- [Required action]: Track down each line below containing the string "body" and copy it.

────────

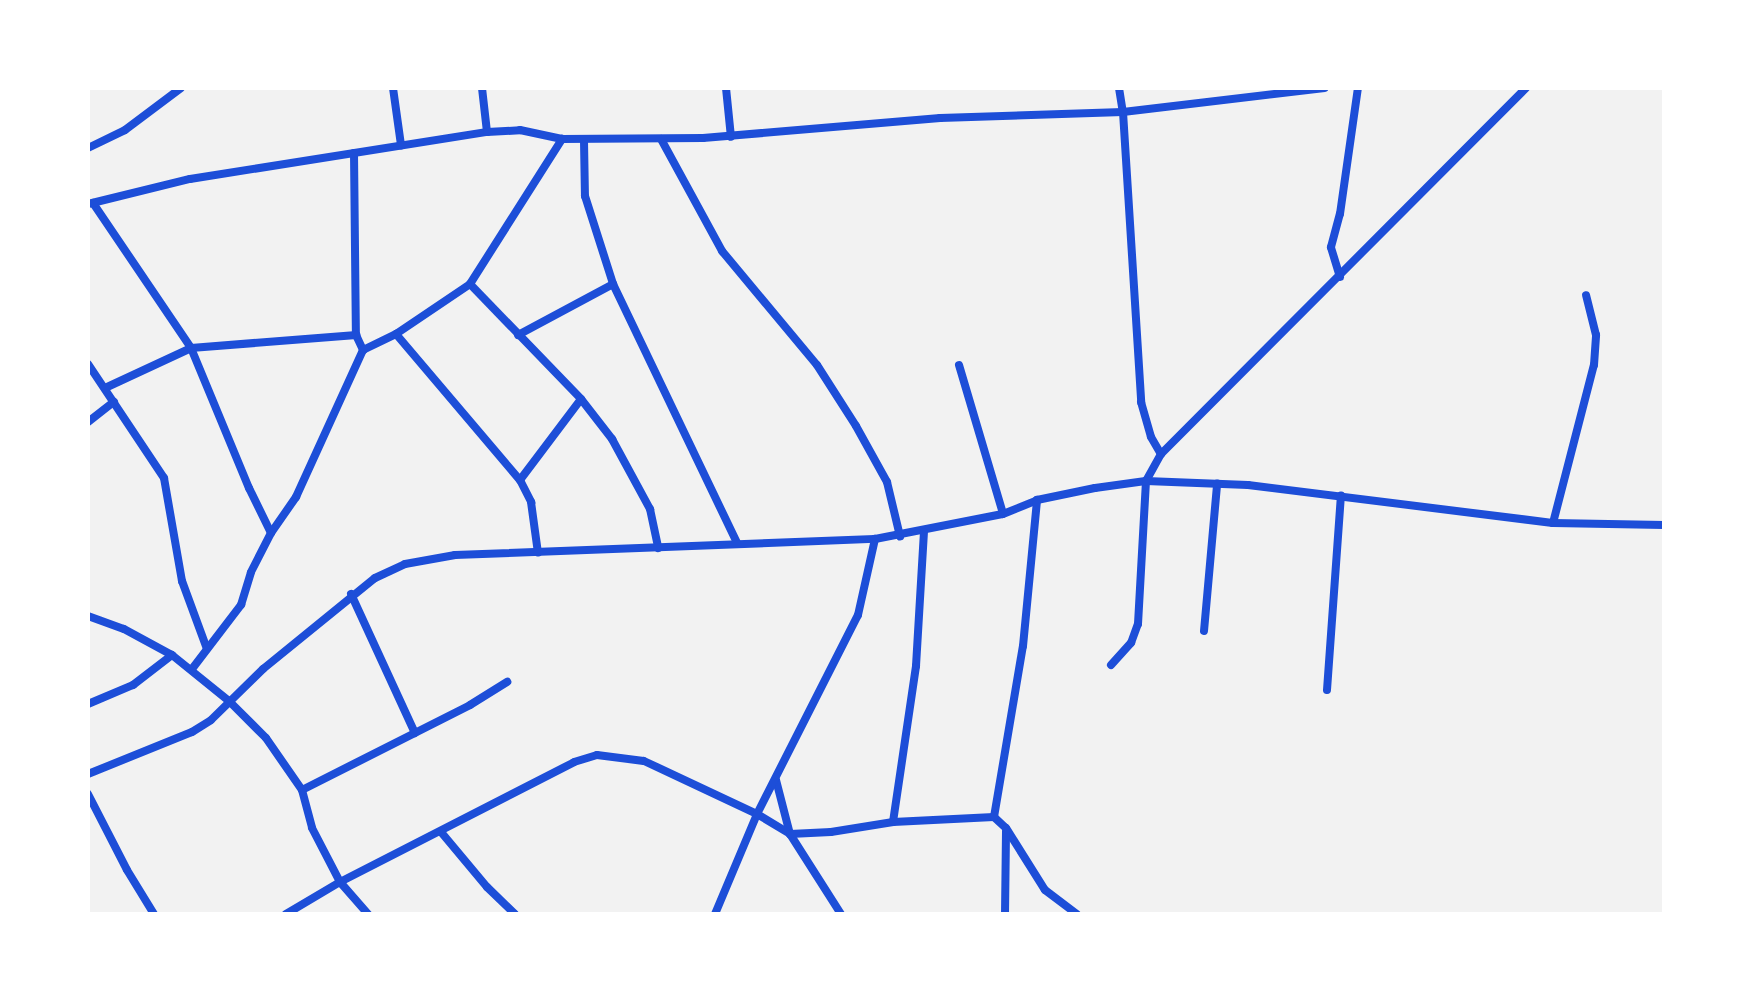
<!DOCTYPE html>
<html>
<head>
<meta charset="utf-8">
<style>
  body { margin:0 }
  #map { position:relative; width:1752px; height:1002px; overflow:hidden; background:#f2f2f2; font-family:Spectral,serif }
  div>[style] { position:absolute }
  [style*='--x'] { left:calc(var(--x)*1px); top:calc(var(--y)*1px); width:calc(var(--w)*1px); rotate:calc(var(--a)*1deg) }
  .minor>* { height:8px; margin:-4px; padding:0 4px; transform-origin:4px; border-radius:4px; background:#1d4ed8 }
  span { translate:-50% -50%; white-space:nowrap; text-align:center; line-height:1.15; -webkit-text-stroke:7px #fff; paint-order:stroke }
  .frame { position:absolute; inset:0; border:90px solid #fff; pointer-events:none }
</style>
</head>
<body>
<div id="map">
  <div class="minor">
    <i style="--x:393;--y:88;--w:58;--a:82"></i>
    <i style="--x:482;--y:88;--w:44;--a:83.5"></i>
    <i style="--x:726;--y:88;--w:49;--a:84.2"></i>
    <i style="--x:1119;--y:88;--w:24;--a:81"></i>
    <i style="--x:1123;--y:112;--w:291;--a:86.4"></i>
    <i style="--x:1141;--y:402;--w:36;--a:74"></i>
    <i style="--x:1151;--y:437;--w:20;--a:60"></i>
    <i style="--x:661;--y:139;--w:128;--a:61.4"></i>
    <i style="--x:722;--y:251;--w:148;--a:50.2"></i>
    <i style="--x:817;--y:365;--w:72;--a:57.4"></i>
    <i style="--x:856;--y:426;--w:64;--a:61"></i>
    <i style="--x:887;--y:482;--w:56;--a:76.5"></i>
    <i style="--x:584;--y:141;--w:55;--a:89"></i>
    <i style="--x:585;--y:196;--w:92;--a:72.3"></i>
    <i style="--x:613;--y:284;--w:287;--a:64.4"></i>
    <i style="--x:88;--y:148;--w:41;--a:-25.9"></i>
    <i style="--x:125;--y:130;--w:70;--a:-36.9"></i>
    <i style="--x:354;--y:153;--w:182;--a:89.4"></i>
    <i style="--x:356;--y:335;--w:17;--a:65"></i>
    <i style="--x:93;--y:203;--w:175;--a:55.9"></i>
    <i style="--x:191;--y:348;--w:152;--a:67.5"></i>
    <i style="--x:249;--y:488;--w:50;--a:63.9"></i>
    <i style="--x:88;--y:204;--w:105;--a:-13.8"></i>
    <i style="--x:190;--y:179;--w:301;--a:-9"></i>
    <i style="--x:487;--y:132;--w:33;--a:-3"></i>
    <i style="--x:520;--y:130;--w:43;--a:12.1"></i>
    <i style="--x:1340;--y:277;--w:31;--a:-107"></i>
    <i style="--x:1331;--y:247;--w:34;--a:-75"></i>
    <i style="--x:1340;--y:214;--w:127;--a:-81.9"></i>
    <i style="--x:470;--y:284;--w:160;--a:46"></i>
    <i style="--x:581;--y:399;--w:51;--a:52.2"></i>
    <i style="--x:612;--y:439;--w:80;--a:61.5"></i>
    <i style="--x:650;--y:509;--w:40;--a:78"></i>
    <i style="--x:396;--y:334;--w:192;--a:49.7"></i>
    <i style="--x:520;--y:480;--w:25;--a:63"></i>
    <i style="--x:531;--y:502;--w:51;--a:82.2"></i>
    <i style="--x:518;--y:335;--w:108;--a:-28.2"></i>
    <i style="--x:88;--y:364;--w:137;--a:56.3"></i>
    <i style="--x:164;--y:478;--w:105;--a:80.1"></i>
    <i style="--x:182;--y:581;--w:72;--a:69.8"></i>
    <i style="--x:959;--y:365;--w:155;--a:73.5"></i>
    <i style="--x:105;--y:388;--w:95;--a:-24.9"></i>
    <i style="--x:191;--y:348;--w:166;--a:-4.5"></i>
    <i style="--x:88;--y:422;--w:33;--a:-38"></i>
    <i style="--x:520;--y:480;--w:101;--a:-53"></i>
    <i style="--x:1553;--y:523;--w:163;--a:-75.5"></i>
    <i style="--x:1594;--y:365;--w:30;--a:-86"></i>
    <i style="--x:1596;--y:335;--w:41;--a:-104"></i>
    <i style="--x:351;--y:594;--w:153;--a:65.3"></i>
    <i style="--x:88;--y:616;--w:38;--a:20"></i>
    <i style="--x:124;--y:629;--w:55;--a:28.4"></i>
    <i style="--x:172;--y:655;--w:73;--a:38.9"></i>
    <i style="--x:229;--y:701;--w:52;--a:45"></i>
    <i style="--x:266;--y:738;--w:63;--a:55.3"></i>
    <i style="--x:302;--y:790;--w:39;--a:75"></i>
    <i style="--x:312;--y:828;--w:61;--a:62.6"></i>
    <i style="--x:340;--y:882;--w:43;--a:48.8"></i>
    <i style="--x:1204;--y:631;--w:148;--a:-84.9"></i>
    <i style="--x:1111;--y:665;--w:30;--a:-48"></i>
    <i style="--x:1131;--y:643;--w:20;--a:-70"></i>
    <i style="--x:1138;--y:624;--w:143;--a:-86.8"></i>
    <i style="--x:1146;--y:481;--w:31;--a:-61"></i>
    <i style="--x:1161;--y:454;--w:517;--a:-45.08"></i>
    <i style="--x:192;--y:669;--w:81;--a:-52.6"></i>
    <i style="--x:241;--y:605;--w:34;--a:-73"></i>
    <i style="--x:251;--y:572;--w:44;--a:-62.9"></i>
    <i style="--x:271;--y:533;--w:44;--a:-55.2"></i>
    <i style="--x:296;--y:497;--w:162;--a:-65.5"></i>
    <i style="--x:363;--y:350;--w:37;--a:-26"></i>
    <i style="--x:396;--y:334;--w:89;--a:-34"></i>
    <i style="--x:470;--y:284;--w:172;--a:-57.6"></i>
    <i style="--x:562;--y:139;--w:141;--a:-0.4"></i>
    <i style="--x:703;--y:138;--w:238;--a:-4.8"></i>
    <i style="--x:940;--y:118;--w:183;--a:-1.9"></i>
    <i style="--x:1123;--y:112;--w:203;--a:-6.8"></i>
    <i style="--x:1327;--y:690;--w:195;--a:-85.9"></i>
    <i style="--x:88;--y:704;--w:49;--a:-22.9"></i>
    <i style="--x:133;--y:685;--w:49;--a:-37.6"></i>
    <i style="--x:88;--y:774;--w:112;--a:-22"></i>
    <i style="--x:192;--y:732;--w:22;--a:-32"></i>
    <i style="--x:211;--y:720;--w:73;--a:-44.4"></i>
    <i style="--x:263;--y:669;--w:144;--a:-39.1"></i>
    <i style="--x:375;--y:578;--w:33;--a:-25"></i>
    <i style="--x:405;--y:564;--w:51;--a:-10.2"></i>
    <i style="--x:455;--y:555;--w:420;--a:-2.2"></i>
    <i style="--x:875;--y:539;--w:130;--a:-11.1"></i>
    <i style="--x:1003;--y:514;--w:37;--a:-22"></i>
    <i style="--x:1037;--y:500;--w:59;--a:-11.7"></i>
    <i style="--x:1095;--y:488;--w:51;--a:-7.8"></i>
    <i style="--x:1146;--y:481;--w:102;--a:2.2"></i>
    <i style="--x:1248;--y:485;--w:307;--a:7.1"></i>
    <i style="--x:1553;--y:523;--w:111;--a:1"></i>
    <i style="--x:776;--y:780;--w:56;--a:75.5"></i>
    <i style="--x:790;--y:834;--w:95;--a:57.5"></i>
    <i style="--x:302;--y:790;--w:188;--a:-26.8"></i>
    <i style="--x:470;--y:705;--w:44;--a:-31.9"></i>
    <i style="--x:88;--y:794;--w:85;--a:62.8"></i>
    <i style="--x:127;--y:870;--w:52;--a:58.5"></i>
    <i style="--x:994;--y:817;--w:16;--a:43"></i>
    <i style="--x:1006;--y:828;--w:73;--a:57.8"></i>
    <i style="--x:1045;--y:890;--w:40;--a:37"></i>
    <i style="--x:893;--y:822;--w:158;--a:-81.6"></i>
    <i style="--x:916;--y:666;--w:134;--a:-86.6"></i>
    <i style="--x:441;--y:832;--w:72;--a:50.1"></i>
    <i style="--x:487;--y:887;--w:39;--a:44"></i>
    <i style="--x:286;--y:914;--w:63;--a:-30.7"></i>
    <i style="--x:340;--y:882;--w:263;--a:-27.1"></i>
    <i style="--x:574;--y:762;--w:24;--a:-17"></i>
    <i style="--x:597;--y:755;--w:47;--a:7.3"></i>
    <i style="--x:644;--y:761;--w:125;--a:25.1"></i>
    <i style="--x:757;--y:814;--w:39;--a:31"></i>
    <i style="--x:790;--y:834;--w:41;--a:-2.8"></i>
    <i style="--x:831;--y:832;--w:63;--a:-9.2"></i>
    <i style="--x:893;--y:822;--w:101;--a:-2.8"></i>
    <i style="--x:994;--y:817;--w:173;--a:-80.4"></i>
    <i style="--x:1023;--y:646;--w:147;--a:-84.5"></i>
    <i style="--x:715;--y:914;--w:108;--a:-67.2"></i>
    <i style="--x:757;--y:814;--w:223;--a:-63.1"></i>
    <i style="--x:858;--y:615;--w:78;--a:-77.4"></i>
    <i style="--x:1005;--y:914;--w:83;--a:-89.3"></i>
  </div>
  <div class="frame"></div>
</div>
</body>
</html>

────────

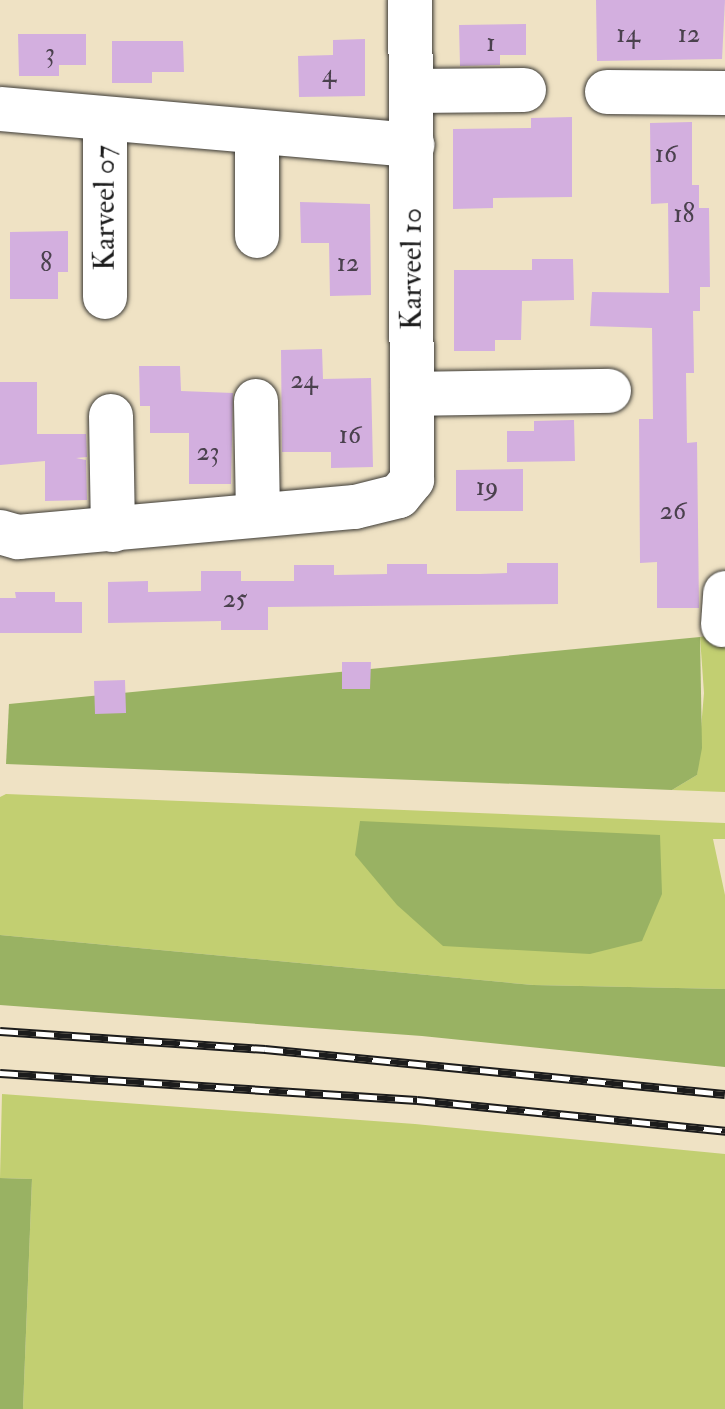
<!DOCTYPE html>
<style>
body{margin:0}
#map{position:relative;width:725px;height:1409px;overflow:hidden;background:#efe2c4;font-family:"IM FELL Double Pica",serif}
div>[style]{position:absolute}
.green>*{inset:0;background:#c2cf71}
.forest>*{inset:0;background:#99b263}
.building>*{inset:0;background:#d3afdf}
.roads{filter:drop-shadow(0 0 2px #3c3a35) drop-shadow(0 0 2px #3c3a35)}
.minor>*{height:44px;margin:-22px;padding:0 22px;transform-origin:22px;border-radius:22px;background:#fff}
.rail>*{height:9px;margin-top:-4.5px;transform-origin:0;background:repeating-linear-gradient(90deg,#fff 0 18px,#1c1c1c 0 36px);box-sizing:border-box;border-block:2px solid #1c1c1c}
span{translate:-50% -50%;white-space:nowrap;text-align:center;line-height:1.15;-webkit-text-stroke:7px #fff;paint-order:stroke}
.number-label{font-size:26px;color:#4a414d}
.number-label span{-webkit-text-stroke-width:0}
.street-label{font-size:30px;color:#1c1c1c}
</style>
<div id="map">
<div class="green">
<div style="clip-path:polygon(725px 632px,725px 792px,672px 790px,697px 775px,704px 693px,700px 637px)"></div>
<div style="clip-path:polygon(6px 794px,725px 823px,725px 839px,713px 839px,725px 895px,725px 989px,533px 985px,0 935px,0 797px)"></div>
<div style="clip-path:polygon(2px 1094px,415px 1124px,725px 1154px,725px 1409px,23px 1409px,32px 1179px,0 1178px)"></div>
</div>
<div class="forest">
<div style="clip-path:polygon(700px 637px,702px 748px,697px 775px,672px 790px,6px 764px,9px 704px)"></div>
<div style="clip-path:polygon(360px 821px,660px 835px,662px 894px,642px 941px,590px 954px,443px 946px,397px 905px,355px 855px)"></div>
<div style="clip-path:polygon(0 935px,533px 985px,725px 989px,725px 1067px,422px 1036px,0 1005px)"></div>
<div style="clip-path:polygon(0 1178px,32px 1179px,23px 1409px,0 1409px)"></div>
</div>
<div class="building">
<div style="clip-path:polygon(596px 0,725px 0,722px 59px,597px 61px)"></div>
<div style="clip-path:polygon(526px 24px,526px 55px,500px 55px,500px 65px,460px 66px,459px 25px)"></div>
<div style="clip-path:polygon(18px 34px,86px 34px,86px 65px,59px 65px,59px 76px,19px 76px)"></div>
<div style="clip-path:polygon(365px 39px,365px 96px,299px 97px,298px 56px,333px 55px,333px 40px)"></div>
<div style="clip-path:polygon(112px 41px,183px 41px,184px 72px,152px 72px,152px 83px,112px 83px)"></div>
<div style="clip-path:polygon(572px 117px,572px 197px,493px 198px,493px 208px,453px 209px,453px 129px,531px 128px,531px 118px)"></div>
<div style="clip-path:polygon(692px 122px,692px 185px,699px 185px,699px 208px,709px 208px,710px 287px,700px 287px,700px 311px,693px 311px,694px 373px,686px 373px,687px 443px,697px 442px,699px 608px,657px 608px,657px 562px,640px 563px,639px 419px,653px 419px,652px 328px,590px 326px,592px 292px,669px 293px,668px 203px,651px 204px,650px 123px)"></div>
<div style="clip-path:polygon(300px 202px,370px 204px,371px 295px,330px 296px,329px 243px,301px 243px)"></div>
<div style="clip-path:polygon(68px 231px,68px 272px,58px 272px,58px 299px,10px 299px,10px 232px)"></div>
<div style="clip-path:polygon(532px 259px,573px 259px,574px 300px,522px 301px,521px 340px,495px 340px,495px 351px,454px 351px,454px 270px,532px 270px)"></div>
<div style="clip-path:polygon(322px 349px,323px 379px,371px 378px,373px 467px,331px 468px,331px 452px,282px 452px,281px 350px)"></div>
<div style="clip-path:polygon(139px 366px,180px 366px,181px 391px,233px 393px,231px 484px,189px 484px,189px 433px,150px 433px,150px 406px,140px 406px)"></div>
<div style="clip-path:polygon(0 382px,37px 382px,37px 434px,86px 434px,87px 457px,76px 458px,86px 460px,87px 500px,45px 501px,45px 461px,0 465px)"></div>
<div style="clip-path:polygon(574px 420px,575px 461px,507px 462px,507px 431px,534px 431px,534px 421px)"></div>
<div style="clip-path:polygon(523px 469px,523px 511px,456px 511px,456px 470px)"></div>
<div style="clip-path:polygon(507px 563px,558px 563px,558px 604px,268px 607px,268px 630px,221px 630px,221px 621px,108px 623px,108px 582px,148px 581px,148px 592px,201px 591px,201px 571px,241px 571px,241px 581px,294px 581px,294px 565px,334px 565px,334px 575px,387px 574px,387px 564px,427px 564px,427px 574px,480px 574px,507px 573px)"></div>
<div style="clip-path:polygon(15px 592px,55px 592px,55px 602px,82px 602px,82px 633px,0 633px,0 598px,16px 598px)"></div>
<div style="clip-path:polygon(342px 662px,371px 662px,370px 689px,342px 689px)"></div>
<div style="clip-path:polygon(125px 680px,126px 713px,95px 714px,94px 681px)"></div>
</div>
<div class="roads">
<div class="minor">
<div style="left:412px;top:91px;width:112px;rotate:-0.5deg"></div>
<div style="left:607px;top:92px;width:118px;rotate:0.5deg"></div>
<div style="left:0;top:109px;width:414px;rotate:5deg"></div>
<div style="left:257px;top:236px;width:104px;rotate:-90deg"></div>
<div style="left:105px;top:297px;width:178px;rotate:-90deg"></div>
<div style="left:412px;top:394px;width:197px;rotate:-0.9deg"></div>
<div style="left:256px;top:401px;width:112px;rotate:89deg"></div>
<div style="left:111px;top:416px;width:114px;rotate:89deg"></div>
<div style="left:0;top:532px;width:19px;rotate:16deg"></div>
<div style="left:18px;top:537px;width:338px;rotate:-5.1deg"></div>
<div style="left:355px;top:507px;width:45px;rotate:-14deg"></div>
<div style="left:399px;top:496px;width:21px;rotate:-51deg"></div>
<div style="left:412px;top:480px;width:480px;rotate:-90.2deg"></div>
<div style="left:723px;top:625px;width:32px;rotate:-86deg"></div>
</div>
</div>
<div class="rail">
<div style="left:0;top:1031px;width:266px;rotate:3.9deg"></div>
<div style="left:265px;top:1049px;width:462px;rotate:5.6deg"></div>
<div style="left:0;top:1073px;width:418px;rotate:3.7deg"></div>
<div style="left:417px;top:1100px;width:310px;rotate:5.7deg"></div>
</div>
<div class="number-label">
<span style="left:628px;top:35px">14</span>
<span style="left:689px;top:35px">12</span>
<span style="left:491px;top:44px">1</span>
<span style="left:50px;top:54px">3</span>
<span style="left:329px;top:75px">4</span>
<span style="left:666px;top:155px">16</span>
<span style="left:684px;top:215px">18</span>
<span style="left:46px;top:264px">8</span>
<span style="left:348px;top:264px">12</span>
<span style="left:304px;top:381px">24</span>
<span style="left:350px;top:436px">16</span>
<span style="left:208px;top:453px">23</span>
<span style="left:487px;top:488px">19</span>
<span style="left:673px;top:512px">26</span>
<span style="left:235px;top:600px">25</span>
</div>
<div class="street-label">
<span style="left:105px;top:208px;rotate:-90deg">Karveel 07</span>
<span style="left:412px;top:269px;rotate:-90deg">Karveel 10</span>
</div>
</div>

────────

- [Answer for this exercise]:
  body { margin:0 }
<body>
</body>
body{margin:0}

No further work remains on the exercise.